What is the Marching Band?
The Marching Band is an award-winning musical ensemble consisting of students from grades 9 through 12. The Band performs frequently in the community, at football and basketball games, and at band reviews/parades and field show competitions.
This class is designed for students who play a band instrument and are interested in the total range of band music and activities. Students will improve instrumental skills as well as acquire skills in precision teamwork, body carriage, musicianship, and showmanship. Members selected for color guard and majorette must enroll. Attendance at rehearsals and performances is required.
- We march, we play music, we have a great time performing and making friends
- We are active in the summer with rehearsals, performances, and band camp (August). Band camp attendance is essential for the success of the band.
What is Color Guard?
Color Guard is an attached unit of the Anna High School Band whose members represent the music visually, with various flags, sabers, rifles, or other props.
Color Guard members are required to attend all mandatory Marching Band functions. The marching “season” lasts from August until mid-December, with some Saturdays committed to band activities. After December, students will transition to a Winter Guard Team.
What is Band Camp?
Band Camp at Anna High School is the time when all the band and color guard members get together to learn how to march, play, and perform the music for the upcoming season’s field show and parade.

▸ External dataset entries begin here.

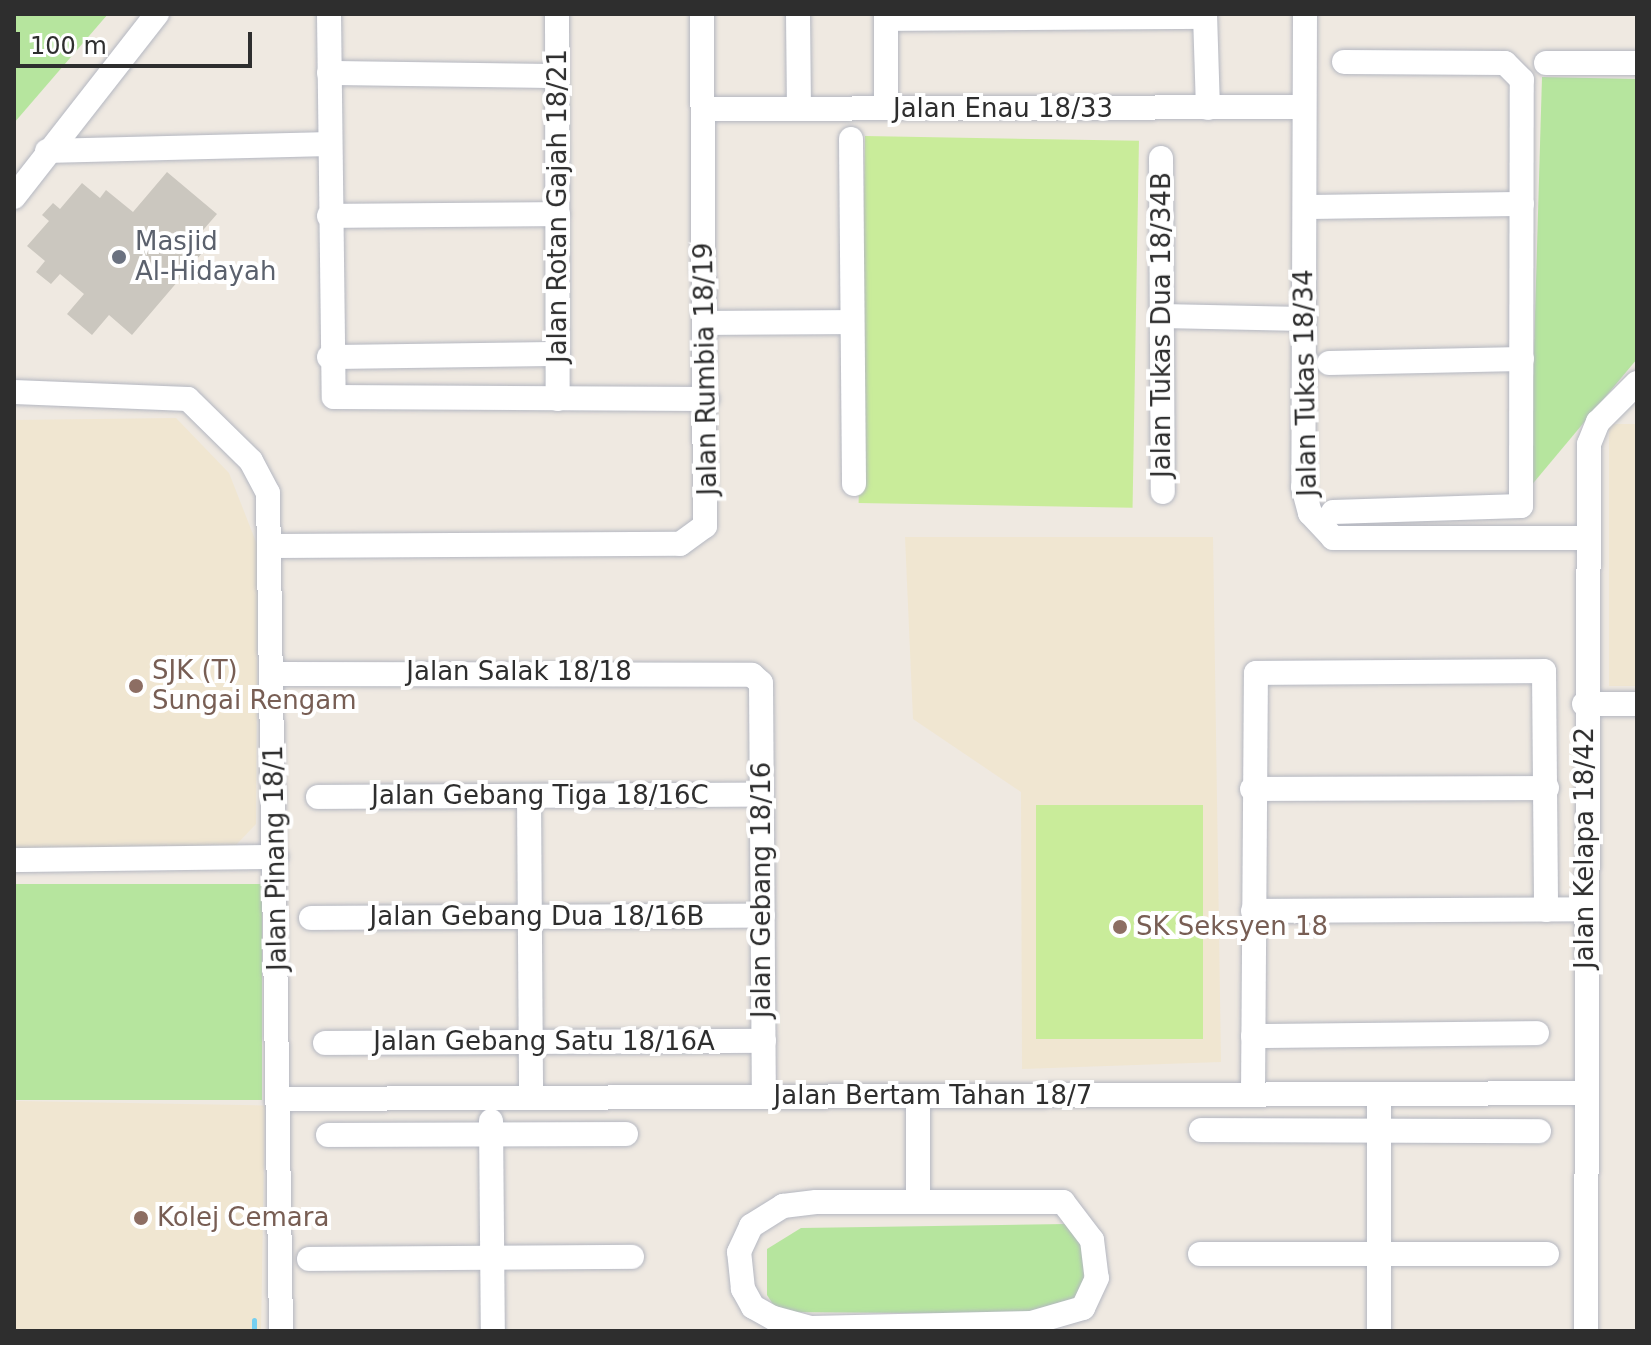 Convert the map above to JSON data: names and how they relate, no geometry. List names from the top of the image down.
{
  "streets": {
    "street": [
      "Jalan Enau 18/33",
      "Jalan Rotan Gajah 18/21",
      "Jalan Tukas Dua 18/34B",
      "Jalan Rumbia 18/19",
      "Jalan Tukas 18/34",
      "Jalan Salak 18/18",
      "Jalan Gebang Tiga 18/16C",
      "Jalan Kelapa 18/42",
      "Jalan Pinang 18/1",
      "Jalan Gebang 18/16",
      "Jalan Gebang Dua 18/16B",
      "Jalan Gebang Satu 18/16A",
      "Jalan Bertam Tahan 18/7"
    ]
  },
  "crossings": [
    ["Jalan Enau 18/33", "Jalan Rumbia 18/19"],
    ["Jalan Enau 18/33", "Jalan Tukas 18/34"],
    ["Jalan Rumbia 18/19", "Jalan Pinang 18/1"],
    ["Jalan Tukas 18/34", "Jalan Kelapa 18/42"],
    ["Jalan Salak 18/18", "Jalan Pinang 18/1"],
    ["Jalan Salak 18/18", "Jalan Gebang 18/16"],
    ["Jalan Gebang Tiga 18/16C", "Jalan Gebang 18/16"],
    ["Jalan Kelapa 18/42", "Jalan Bertam Tahan 18/7"],
    ["Jalan Pinang 18/1", "Jalan Bertam Tahan 18/7"],
    ["Jalan Gebang 18/16", "Jalan Gebang Dua 18/16B"],
    ["Jalan Gebang 18/16", "Jalan Gebang Satu 18/16A"],
    ["Jalan Gebang 18/16", "Jalan Bertam Tahan 18/7"]
  ],
  "places": [
    "Masjid Al-Hidayah",
    "SJK (T) Sungai Rengam",
    "SK Seksyen 18",
    "Kolej Cemara"
  ],
  "scale_bar": "100 m"
} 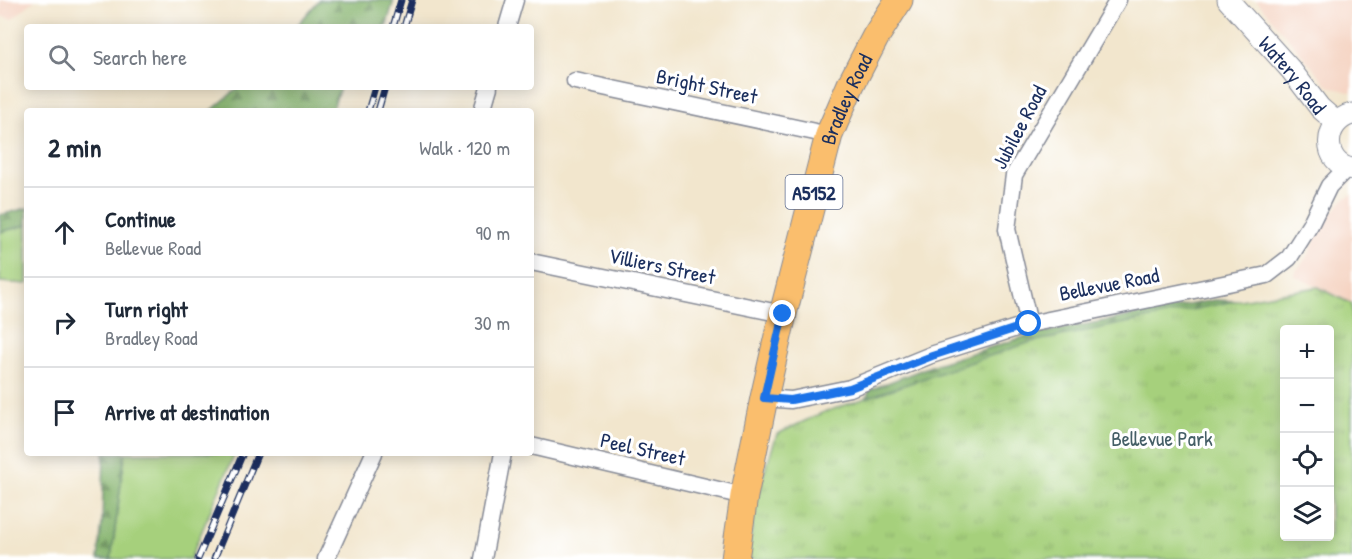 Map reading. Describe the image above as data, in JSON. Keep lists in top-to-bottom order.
{
  "streets": {
    "main road": ["Bradley Road", "A5152"],
    "street": [
      "Watery Road",
      "Bright Street",
      "Jubilee Road",
      "Villiers Street",
      "Bellevue Road",
      "Peel Street"
    ]
  },
  "crossings": [
    ["Bright Street", "Bradley Road"],
    ["Bradley Road", "Villiers Street"],
    ["Bradley Road", "Bellevue Road"],
    ["Bradley Road", "Peel Street"],
    ["Jubilee Road", "Bellevue Road"]
  ],
  "parks": ["Bellevue Park"],
  "page": {
    "search": "Search here",
    "heading": ["2 min", "Walk · 120 m"],
    "list": [
      ["Continue", "Bellevue Road", "90 m"],
      ["Turn right", "Bradley Road", "30 m"],
      "Arrive at destination"
    ],
    "map_buttons": ["+", "−"]
  }
}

At camp, students meet new friends, learn marching and playing fundamentals, start learning the field show, and have a concentrated time for music, with no outside distractions. The students form friendships with each other, at all grade levels, making them feel welcome before summer ends and high school starts.
Students go home at the end of each day.
How Long Is Marching Season?
The marching season starts with band camp in July and typically lasts until the Holiday Parade in December. We perform at all football games (home & away) as well as competitions on some Saturdays.
(‘not long enough!’ some parents say…It’s so much fun for parents!)
What if I have a conflict with the practice and/or performance schedule?
Early communication with the band director is essential to work out possible schedule conflicts. Students in the past have been able to participate in both band and outside activities such as soccer, football, basketball, FFA, etc.
What is a typical football 'game day' like?
All members meet at the school. The truck and buses are loaded, and a caravan heads to the football stadium. Once at the stadium, the truck and buses are unloaded and the students report to their designated area. The band plays a variety of music to help keep spectators excited and the players pumped. During the 2nd Quarter, the Band and Color-guard exit the stands and begin warm ups for the half-time show. Additionally, the Pit & Prop crews will unload any additional items for the performance. At the end of the 2nd Quarter, Bands for both teams perform to Home side of the field.
At the end of our performance, students will get water and snacks provided by the Band Boosters. Pit & Prop crews will promptly load equipment on the truck that is not needed for the remainder of the game. During the 3rd Quarter, the Band and Color-guard will take a quick break and recover from the half-time show before heading back to the stands. The Band will remain the in the stands until the end of the game.
A final performance of the School Song will be played when the game is over. The Director will provide instructions to load all equipment on the truck and load the buses.are loaded. A caravan heads back to the school where the truck and buses are unloaded. The Band Director will release the students (typically 45 mins) after returning to Anna High School.
What is a typical 'competition day' like?
A typical competition day begins in the early morning on the day of the competition. All members meet at the school. The truck and buses are loaded, and a caravan heads to the competition destination. Once at the competition site, the truck and buses are unloaded and last-minute preparations take place. The Band and Color-guard begin warm up and perform in the preliminaries.
After the performance, students change out of uniform, relax, and eat food prepared by the Band Boosters. If time allows, students and volunteers will watch the remaining Bands perform. The top 10-12 bands will move on to the finals*. Once preliminaries are complete, the Band Director will provide final performance times. The Band and Color-guard warm up and perform in the final competition. After the performance, students change out of uniform, relax, and eat snacks provided by the Band Boosters. Students are encouraged to watch all remaining band shows. Once all bands have performed in the finals, an awards ceremony takes place.
When finished, the truck and buses are loaded, and a caravan heads back to the school. Once at the school, the truck and buses are unloaded. The Band Director will release the students (typically 45 mins) after returning to Anna High School.
*In the event the band does not make finals, the truck and buses are loaded, and a caravan heads back to the school. Once at the school, the truck and buses are unloaded. The Band Director will release the students (typically 45 mins) after returning to Anna High School.
What do students need to bring to competitions?
Besides their instrument and complete uniform, it is helpful to bring along a light jacket, other shoes, musical accessories such as reeds or sticks, money for food or souvenirs, and a blanket for when the nights get chilly.
Where does the band practice?
Rehearsals take place in the parking lot near the band hall. Sometimes, practice will be moved to the football stadium when the field is available. If you need a copy of the practice schedule, please contact the Band Director.
What are patches and how do I get one?
Letterman jacket patches, commonly referred to as patches, signify academic, athletic, and extracurricular accomplishments, and are traditionally worn on the sleeves of varsity jackets and letterman sweaters. Generally, you can purchase patches at the competitions. These are purchased at your own expense.